## EXERCISE GOAL
What you return must be the full data, repeated verbatim, with no pictures in it.

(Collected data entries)
=== Section Start ===
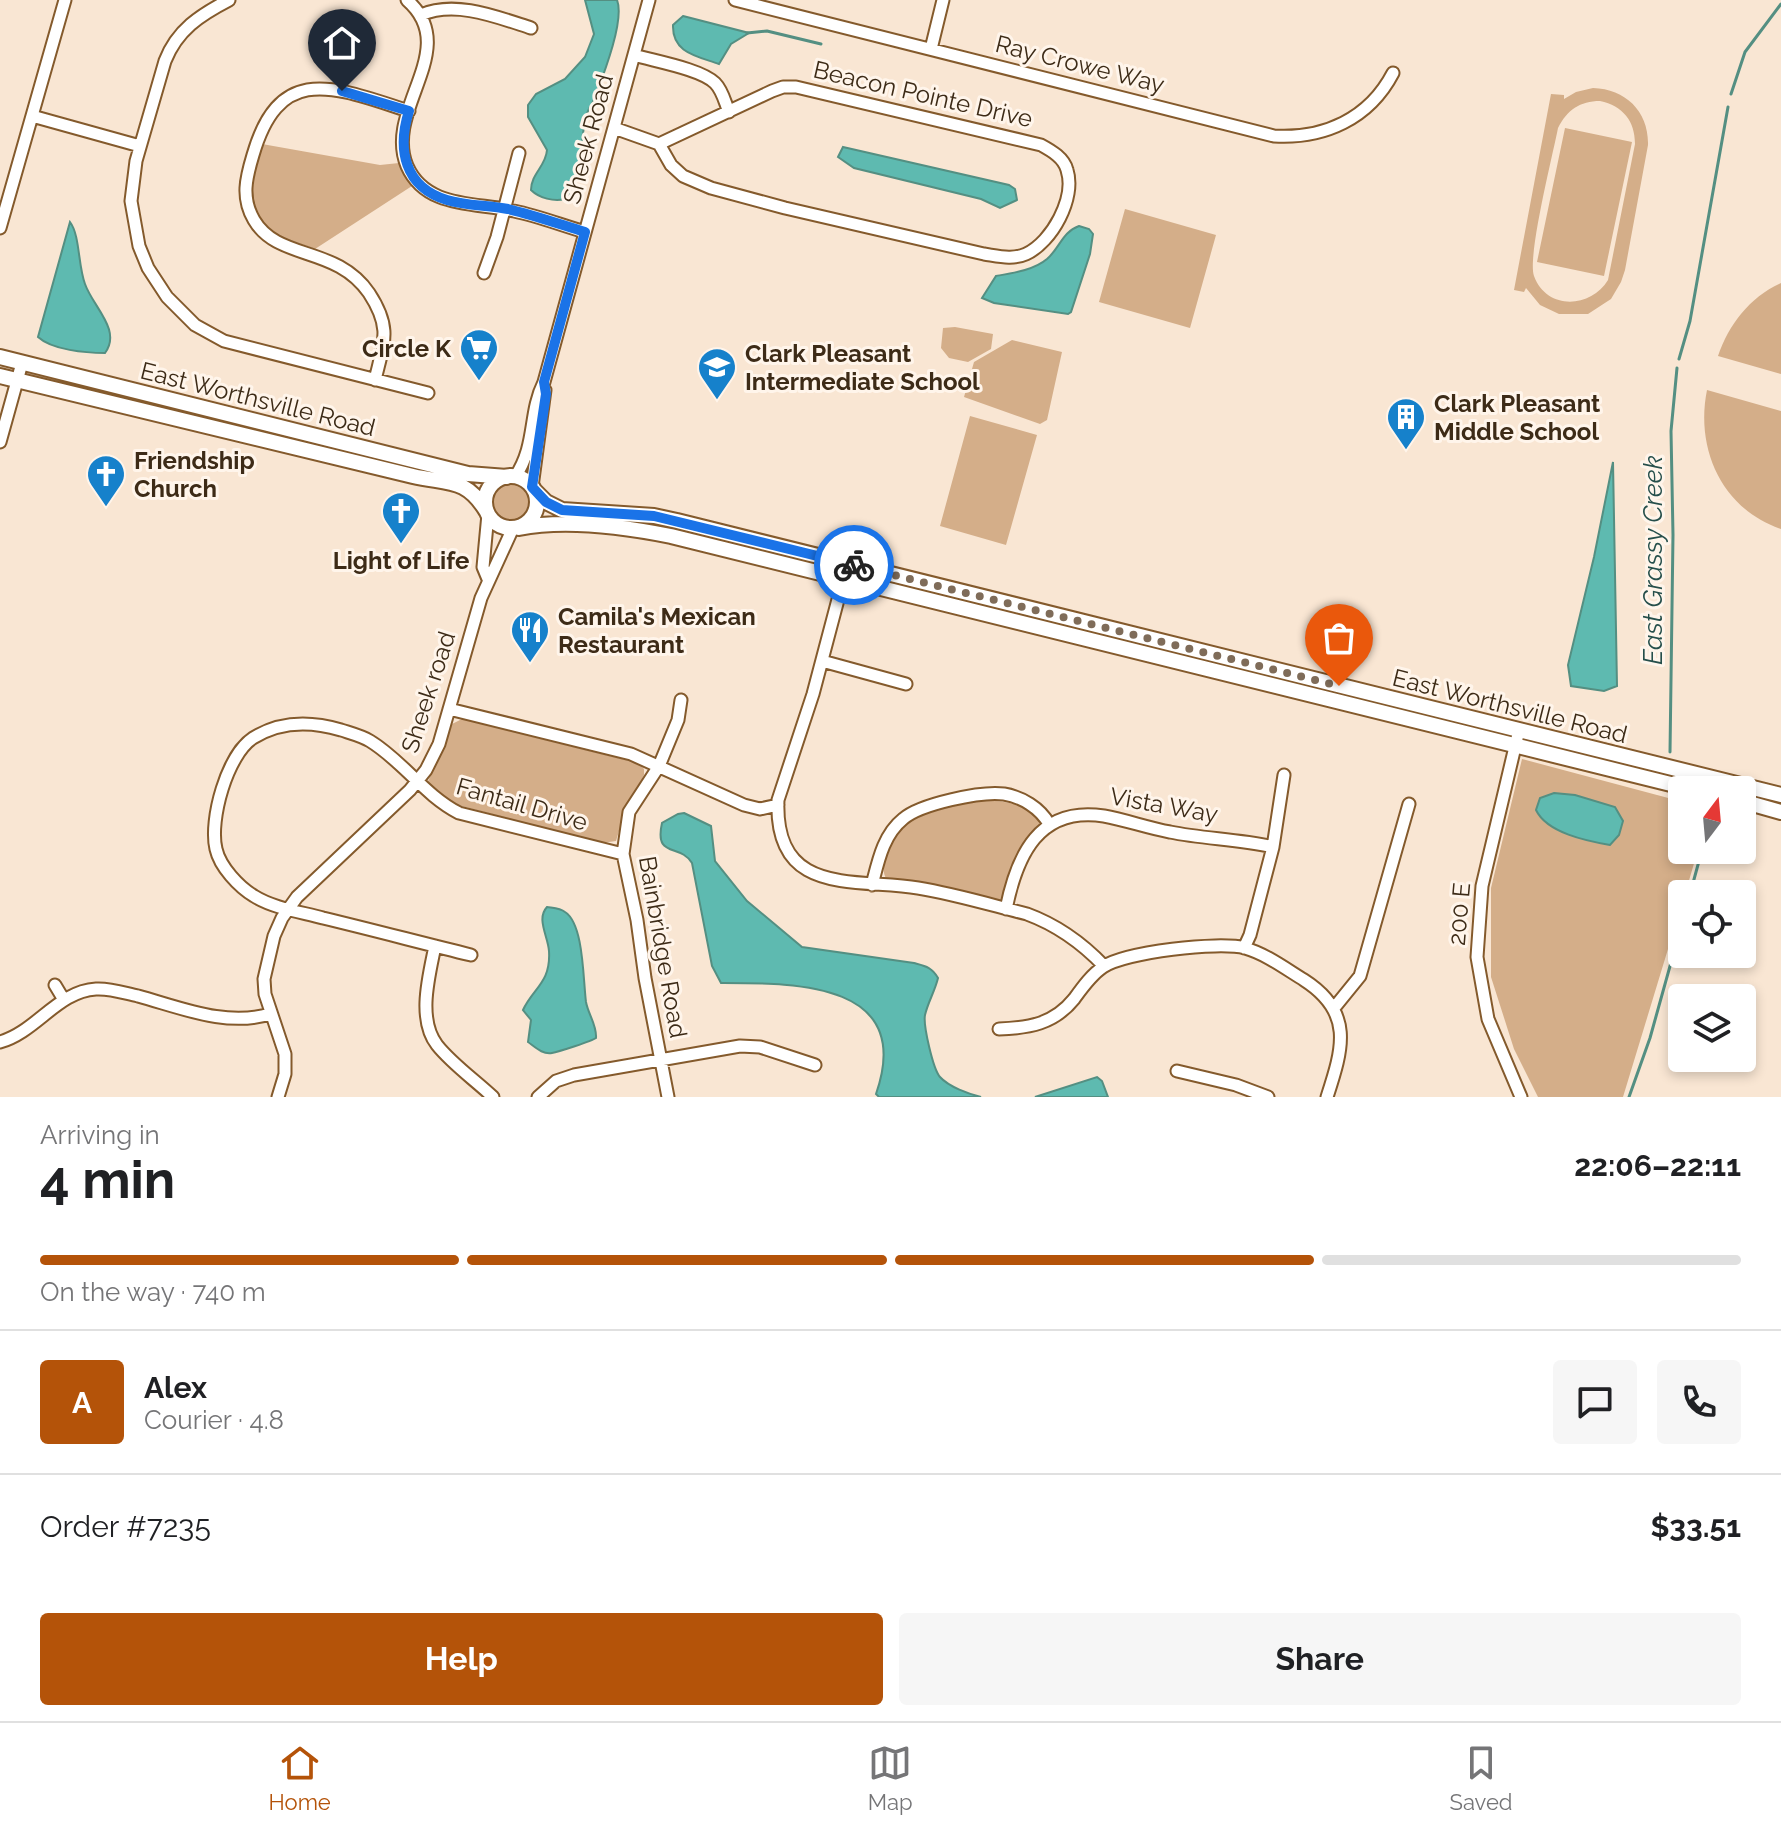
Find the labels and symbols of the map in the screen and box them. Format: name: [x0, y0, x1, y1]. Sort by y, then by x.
pin: [308, 9, 376, 91]
street label: Ray Crowe Way: [993, 29, 1167, 99]
street label: Beacon Pointe Drive: [811, 55, 1035, 133]
street label: Sheek Road: [557, 71, 619, 207]
supermarket icon: Circle K: [458, 327, 500, 382]
place label: Circle K: [362, 334, 452, 363]
place label: Clark Pleasant Intermediate School: [745, 339, 980, 396]
school or university icon: Clark Pleasant Intermediate School: [696, 346, 738, 401]
street label: East Worthsville Road: [138, 356, 378, 442]
place label: Clark Pleasant Middle School: [1434, 389, 1600, 446]
building icon: Clark Pleasant Middle School: [1385, 396, 1427, 451]
place label: Friendship Church: [134, 446, 255, 503]
church icon: Friendship Church: [85, 453, 127, 508]
water label: East Grassy Creek: [1638, 455, 1668, 665]
church icon: Light of Life: [380, 490, 422, 545]
courier: [814, 525, 894, 605]
place label: Light of Life: [333, 546, 469, 575]
place label: Camila's Mexican Restaurant: [558, 602, 756, 659]
pin: [1305, 604, 1373, 686]
restaurant icon: Camila's Mexican Restaurant: [509, 609, 551, 664]
street label: Sheek road: [395, 628, 461, 756]
street label: East Worthsville Road: [1390, 663, 1630, 749]
street label: Fantail Drive: [453, 771, 591, 837]
north arrow: [1668, 776, 1756, 864]
street label: Vista Way: [1108, 781, 1220, 829]
street label: Bainbridge Road: [633, 854, 693, 1040]
street label: 200 E: [1442, 882, 1476, 946]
=== Section End ===
## ANSWER SPACE
Find the labels and symbols of the map in the screen and box them. Format: name: [x0, y0, x1, y1]. Sort by y, then by x.
pin: [308, 9, 376, 91]
street label: Ray Crowe Way: [993, 29, 1167, 99]
street label: Beacon Pointe Drive: [811, 55, 1035, 133]
street label: Sheek Road: [557, 71, 619, 207]
supermarket icon: Circle K: [458, 327, 500, 382]
place label: Circle K: [362, 334, 452, 363]
place label: Clark Pleasant Intermediate School: [745, 339, 980, 396]
school or university icon: Clark Pleasant Intermediate School: [696, 346, 738, 401]
street label: East Worthsville Road: [138, 356, 378, 442]
place label: Clark Pleasant Middle School: [1434, 389, 1600, 446]
building icon: Clark Pleasant Middle School: [1385, 396, 1427, 451]
place label: Friendship Church: [134, 446, 255, 503]
church icon: Friendship Church: [85, 453, 127, 508]
water label: East Grassy Creek: [1638, 455, 1668, 665]
church icon: Light of Life: [380, 490, 422, 545]
courier: [814, 525, 894, 605]
place label: Light of Life: [333, 546, 469, 575]
place label: Camila's Mexican Restaurant: [558, 602, 756, 659]
pin: [1305, 604, 1373, 686]
restaurant icon: Camila's Mexican Restaurant: [509, 609, 551, 664]
street label: Sheek road: [395, 628, 461, 756]
street label: East Worthsville Road: [1390, 663, 1630, 749]
street label: Fantail Drive: [453, 771, 591, 837]
north arrow: [1668, 776, 1756, 864]
street label: Vista Way: [1108, 781, 1220, 829]
street label: Bainbridge Road: [633, 854, 693, 1040]
street label: 200 E: [1442, 882, 1476, 946]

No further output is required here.